Juros legais
Não há sociedade de mercado, ou capitalista, que não remunera o capital, quer como forma de retribuições ou rendimentos, quer como forma de compensação, pelo que se pergunta "com que linhas se cosem a concessão de créditos em Angola?"
Numa sociedade capitalista, como a nossa, apesar de eufemisticamente chamada de economia de mercado, os juros jogam um papel relevante nas transacções comerciais, não só como penalização pelo não cumprimento tempestivo das obrigações pecuniárias, mas também como remuneração pelo uso de capitais alheios. Na primeira hipótese teríamos os juros compensatórios ou indemnizatórios, já na segunda os juros remuneratórios!
Entre esses, há uma outra tipologia de juros, os legais, que são fixados, no nosso país, por Despacho Conjunto dos Ministérios da Justiça, Finanças e Planeamento, como atesta o artigo 559.º do código civil!
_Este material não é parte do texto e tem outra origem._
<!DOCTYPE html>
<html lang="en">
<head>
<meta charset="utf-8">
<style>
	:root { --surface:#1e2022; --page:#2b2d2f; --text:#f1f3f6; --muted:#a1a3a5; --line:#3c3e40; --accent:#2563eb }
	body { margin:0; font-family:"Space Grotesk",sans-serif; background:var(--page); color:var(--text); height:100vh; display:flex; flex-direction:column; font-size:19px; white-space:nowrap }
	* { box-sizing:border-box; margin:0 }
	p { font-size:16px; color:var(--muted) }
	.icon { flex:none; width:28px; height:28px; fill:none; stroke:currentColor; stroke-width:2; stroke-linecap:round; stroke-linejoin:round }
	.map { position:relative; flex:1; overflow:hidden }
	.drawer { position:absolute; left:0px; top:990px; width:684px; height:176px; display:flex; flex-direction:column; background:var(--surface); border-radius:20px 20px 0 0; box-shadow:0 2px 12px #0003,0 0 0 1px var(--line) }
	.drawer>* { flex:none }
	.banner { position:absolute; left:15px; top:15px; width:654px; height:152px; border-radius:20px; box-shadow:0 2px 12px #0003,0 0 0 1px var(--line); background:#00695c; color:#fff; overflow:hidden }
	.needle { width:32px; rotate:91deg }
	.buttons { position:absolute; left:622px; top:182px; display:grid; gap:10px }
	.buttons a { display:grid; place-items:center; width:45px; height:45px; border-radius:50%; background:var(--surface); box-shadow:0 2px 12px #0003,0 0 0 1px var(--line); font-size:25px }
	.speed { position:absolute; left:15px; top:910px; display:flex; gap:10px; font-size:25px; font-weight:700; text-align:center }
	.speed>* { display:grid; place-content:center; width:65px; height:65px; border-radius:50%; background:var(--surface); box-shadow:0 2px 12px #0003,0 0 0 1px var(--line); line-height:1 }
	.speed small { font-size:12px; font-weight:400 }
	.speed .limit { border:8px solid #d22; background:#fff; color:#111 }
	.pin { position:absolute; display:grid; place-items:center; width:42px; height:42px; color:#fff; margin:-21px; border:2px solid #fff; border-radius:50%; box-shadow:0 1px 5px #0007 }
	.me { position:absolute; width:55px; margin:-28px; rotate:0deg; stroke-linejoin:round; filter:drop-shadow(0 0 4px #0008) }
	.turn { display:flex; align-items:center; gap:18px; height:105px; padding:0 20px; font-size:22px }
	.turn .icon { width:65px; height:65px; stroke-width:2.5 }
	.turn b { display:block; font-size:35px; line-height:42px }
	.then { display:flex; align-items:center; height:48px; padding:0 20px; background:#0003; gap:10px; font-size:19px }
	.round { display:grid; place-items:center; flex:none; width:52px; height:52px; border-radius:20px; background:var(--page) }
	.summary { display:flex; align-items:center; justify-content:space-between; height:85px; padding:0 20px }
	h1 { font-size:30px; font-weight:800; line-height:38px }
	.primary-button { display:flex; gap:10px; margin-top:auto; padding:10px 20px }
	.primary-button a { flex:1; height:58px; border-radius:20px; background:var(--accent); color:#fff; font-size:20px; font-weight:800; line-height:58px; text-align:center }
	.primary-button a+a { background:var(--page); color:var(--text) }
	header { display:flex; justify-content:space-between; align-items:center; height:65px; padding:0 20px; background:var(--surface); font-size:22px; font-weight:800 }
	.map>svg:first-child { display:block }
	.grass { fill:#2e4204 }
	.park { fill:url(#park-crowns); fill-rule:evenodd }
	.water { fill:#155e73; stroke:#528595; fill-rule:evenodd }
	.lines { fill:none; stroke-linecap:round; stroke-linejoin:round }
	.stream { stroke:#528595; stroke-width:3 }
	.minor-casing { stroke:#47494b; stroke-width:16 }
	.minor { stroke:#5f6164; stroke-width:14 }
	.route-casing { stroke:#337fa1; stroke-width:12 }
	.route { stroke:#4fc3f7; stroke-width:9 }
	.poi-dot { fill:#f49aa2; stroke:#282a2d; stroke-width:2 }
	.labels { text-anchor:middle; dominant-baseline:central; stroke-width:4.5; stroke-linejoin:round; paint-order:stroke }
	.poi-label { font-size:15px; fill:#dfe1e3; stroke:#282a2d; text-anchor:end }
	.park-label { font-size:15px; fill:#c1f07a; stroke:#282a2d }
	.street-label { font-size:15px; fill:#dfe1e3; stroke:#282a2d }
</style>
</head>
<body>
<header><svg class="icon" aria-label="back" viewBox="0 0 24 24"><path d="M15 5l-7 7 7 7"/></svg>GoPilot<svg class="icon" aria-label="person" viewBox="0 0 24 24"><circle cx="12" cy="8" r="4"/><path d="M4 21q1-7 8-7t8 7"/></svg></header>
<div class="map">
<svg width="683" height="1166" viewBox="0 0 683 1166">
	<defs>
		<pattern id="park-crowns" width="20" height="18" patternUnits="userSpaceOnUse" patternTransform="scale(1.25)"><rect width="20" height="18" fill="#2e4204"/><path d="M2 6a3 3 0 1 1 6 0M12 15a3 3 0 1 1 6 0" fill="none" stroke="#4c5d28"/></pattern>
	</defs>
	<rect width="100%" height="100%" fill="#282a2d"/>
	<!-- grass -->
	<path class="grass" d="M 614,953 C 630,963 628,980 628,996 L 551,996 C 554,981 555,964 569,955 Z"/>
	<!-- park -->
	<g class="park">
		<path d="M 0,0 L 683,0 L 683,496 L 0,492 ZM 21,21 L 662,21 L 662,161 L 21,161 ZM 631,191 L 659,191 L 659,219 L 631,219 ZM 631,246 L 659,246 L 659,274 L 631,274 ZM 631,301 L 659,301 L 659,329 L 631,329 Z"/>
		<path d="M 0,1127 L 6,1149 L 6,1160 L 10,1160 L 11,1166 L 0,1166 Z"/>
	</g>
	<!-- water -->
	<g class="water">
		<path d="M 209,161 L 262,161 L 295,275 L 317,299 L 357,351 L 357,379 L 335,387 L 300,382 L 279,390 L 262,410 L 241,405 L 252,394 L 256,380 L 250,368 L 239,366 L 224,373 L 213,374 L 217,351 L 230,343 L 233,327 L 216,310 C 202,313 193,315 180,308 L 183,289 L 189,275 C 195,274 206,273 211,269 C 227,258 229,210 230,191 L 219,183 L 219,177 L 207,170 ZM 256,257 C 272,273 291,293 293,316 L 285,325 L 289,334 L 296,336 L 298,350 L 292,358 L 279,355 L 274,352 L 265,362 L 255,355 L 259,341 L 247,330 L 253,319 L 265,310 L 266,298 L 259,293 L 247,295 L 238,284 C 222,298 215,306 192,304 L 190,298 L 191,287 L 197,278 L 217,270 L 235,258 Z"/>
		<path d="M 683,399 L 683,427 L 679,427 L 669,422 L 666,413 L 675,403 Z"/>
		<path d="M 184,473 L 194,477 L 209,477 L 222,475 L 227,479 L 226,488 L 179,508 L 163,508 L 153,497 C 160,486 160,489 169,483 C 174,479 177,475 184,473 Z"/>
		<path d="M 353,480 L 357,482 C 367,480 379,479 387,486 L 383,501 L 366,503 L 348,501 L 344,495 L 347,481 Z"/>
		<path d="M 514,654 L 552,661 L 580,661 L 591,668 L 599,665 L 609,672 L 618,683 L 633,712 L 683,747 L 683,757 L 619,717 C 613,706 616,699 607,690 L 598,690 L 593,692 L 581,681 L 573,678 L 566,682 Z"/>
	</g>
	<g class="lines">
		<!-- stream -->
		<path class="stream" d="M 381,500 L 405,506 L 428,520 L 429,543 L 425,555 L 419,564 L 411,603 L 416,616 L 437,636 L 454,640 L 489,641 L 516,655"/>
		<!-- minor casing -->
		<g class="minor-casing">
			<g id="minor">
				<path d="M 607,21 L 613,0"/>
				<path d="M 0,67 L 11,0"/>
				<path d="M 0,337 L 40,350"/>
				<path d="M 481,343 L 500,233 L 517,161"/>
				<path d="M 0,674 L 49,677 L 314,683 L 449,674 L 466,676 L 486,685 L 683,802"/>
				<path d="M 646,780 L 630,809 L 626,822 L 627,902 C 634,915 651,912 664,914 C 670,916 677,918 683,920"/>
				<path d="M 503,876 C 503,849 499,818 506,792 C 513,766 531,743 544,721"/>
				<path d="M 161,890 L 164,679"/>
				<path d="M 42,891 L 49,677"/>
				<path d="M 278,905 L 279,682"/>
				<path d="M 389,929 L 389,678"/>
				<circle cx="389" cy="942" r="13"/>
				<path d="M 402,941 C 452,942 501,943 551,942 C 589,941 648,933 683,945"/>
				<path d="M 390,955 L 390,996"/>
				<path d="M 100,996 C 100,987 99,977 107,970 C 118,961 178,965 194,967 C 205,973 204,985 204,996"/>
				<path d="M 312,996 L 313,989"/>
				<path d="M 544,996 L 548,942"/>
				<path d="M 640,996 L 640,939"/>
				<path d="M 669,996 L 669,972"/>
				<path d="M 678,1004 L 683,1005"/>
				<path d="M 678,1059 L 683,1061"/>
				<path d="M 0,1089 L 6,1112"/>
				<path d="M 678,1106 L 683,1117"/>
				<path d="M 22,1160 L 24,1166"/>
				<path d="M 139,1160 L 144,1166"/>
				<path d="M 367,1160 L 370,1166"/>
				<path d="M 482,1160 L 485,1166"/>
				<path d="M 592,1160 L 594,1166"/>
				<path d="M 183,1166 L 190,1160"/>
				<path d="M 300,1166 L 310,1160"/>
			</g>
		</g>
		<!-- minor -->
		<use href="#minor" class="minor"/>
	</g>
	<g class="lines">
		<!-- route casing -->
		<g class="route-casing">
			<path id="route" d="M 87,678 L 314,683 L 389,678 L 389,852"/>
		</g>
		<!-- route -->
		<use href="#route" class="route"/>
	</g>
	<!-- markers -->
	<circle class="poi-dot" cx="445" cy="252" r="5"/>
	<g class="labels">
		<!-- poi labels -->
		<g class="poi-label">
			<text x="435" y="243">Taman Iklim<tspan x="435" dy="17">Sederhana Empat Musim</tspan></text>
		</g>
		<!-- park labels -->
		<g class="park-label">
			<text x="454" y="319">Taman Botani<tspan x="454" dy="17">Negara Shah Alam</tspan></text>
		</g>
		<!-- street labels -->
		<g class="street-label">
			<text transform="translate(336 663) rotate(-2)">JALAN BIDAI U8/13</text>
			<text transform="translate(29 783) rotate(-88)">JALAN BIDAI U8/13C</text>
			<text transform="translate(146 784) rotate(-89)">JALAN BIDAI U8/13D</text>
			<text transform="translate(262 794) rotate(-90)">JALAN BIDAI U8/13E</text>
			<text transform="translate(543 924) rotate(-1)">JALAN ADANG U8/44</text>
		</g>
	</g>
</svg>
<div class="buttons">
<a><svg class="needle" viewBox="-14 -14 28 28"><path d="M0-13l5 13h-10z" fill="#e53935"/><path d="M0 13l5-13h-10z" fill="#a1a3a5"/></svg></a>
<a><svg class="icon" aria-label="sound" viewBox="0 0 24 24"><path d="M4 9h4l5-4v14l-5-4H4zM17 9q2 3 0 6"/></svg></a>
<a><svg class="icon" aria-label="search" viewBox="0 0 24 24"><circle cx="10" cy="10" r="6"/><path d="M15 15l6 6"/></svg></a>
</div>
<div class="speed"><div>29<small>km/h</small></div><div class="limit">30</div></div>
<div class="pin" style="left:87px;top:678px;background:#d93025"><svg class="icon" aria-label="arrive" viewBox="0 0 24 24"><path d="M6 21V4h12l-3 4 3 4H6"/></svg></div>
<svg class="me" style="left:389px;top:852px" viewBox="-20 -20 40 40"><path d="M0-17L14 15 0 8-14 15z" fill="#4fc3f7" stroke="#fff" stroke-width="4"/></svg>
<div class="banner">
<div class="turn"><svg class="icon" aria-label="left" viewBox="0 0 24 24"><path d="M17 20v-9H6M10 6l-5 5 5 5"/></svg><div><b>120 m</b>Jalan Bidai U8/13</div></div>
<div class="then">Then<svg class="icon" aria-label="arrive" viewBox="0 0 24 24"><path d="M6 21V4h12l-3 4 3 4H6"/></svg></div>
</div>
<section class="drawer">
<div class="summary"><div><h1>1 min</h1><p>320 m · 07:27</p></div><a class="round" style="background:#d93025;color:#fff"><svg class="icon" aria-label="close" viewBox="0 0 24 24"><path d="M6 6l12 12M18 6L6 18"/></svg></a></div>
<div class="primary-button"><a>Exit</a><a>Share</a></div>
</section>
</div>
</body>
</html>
Nos termos do aludido diploma legal, de modo a proteger e estimular a concessão de créditos, é obrigação do Estado fixar a taxa de juro legal; variável económica de inquestionável valor, pois, "são aqueles que, por uma razão de equidade, a lei estabelece para certos e determinados casos", subscrevendo as palavras de Serpa Lopes, Miguel Maria de. Curso de Direito Civil, 7.Ed. Rio de Janeiro: Freitas Bastos, 2000, V,II §.
Acontece que em Angola, há já bastante tempo que os ministérios acima elencados não fazem a actualização da taxa de juro legal, o que, de alguma maneira, deixa essa importante ferramenta económica à vontade das partes, podendo dar lugar à situação de pura especulação financeira, abrindo portas para a celebração de negócios usurários!
De tal sorte que, estimulado pela curiosidade e necessidade de saber com que linhas se cosem, em Angola, essa questão, remeti, no dia 19 de Junho de 2023, uma missiva aos ministérios da Justiça, Finanças e Planeamento para que me informassem dos mecanismos usados para a definição da taxa de juro, uma vez que o último pronunciamento desses departamentos ministeriais se reporta ao ano de 2003! (vide, Despacho Conjunto 36/03, de 25 abril de 2003). Infelizmente, passados que são 12 meses não recebemos por parte do Ministério da Justiça, das Finanças e do Planeamento, qualquer tipo de reacção!
O que não deixa de ser preocupante! A primeira preocupação prende-se com o facto de não haver entre nós a cultura de se responder às petições que os cidadãos endereçam às instituições públicas, quando a Constituição da República consagra que "Os cidadãos têm direito de ser ouvidos pela administração pública nos processos administrativos susceptíveis de afectarem os seus direitos e interesses legalmente protegidos" (vide n.º 1 do artigo n.º 200.º da Constituição da República de Angola). A segunda preocupação, tão importante ou mais importante do que a primeira, prende-se com o facto de também se consagrar na nossa Constituição a implementação de uma sociedade de mercado ou capitalista! (vide artigo n.º 89.º da Constituição da República de Angola).
Ora, não há sociedade de mercado, ou capitalista, que não remunera o capital, quer como forma de retribuições ou rendimentos, quer como forma de compensação, pelo que se pergunta "com que linhas se cosem a concessão de créditos em Angola?"
Assim, de modo a chamar a atenção dos poderes públicos que lidam com essas matérias, de modo a se chamar atenção da necessidade de se responder as petições efectuadas pelos cidadãos, publica-se o presente artigo de opinião, certos de que assim o vazio legislativo que se verifica em sede dos juros legais seria colmatado.